▶ WHAT THE EXERCISE ASKS
Your answer needs to include each line of the records in which the string "rendered" can be found.

▶ RECORD SET
- - - - -
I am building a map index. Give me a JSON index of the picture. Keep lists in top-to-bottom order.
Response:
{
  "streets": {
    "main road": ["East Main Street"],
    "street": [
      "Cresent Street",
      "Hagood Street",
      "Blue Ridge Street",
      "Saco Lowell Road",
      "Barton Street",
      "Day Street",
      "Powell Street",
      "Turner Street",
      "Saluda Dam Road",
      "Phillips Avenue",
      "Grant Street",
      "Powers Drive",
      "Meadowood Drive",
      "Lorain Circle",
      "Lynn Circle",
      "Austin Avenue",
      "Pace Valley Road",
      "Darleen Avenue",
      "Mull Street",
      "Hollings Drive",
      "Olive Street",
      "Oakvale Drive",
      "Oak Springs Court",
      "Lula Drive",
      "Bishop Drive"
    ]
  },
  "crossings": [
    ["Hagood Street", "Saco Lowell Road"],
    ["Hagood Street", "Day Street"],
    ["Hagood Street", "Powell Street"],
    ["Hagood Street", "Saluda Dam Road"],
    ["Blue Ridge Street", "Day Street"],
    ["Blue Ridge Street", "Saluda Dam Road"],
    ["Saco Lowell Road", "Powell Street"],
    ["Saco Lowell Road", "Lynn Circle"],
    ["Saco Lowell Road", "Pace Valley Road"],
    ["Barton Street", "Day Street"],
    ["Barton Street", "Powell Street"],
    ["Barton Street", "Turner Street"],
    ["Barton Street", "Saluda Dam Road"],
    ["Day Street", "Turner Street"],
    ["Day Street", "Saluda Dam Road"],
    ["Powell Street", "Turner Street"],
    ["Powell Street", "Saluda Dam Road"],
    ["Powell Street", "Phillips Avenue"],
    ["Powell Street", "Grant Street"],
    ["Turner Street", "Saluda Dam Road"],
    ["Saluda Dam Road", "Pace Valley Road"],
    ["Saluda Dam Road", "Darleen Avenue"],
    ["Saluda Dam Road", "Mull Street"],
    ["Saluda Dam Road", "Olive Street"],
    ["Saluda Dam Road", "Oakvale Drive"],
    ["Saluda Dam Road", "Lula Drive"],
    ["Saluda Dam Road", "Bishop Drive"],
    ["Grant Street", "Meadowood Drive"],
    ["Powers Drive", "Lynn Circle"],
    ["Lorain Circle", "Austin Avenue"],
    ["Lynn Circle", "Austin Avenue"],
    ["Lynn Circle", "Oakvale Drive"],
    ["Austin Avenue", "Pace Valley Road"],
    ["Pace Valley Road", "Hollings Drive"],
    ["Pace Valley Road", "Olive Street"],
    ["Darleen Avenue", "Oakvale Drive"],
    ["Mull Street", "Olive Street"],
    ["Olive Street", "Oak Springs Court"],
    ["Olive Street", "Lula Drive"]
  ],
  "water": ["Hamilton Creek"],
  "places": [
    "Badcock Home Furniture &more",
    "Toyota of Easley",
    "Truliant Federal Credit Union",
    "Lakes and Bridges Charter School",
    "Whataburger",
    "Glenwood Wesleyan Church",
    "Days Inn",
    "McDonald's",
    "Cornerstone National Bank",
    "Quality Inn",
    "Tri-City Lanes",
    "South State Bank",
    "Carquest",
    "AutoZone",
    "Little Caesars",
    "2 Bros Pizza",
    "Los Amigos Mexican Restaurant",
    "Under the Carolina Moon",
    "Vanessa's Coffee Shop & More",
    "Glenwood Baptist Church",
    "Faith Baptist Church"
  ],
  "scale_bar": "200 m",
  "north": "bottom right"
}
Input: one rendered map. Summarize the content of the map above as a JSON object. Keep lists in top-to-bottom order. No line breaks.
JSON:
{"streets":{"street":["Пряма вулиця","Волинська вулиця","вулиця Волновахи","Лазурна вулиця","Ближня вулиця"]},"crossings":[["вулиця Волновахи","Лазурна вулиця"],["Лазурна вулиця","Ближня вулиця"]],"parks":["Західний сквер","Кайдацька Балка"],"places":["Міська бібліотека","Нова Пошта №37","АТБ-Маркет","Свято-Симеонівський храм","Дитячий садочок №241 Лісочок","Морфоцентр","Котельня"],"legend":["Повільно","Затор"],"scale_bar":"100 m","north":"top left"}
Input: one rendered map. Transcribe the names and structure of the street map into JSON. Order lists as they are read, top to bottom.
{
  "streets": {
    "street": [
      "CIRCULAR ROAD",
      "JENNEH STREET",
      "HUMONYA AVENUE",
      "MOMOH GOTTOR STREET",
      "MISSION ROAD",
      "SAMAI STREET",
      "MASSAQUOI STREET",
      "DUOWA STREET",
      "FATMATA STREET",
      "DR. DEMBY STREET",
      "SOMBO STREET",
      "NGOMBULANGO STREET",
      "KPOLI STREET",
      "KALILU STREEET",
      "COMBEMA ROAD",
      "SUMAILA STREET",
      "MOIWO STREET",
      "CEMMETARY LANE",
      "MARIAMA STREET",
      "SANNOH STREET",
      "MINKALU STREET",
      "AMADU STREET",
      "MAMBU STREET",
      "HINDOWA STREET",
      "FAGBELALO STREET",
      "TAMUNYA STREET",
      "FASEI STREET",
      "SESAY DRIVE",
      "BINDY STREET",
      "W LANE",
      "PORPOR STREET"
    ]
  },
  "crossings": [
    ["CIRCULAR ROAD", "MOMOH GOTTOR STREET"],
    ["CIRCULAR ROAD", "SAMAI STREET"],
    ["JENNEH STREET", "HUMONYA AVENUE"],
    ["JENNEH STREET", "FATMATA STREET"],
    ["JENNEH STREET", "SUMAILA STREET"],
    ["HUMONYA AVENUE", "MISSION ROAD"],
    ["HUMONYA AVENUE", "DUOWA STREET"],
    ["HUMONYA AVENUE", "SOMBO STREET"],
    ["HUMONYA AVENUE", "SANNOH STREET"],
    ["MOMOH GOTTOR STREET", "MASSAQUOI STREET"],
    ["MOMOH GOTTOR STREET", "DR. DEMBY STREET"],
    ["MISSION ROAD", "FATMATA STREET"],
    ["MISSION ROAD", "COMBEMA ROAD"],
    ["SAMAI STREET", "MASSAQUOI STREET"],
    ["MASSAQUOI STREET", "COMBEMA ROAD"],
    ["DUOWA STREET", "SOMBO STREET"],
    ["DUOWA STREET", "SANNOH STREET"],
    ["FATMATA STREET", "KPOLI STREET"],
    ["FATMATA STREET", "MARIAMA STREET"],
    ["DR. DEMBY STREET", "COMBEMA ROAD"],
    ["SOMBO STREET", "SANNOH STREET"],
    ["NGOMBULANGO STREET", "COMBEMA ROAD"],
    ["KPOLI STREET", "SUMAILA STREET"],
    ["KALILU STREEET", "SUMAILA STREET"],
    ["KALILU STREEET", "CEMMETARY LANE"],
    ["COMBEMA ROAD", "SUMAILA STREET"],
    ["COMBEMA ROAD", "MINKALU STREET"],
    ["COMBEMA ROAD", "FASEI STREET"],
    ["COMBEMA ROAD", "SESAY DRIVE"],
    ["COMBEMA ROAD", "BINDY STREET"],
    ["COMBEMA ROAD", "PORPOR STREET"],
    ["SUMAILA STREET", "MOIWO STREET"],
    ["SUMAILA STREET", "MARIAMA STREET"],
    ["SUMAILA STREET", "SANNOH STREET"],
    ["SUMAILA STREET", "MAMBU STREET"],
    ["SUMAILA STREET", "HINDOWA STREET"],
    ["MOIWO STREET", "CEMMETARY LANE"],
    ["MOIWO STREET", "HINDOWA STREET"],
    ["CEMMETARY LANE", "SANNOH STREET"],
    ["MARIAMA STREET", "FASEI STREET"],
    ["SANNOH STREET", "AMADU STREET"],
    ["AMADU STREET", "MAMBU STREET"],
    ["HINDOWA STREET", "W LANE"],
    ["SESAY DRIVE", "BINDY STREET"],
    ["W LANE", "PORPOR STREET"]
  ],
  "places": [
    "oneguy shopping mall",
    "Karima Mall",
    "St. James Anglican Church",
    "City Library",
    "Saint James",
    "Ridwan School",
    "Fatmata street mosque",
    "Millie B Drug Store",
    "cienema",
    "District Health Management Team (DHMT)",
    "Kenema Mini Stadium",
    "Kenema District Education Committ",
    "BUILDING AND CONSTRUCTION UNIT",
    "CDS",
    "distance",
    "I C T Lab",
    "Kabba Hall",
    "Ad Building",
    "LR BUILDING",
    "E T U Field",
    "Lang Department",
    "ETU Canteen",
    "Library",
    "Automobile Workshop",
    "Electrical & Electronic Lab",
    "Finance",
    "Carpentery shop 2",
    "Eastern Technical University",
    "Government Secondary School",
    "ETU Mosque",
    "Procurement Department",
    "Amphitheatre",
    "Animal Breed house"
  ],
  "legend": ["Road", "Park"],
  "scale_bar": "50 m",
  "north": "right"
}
- - - - -
▶ RESPONSE FOR THIS EXERCISE
Input: one rendered map. Summarize the content of the map above as a JSON object. Keep lists in top-to-bottom order. No line breaks.
Input: one rendered map. Transcribe the names and structure of the street map into JSON. Order lists as they are read, top to bottom.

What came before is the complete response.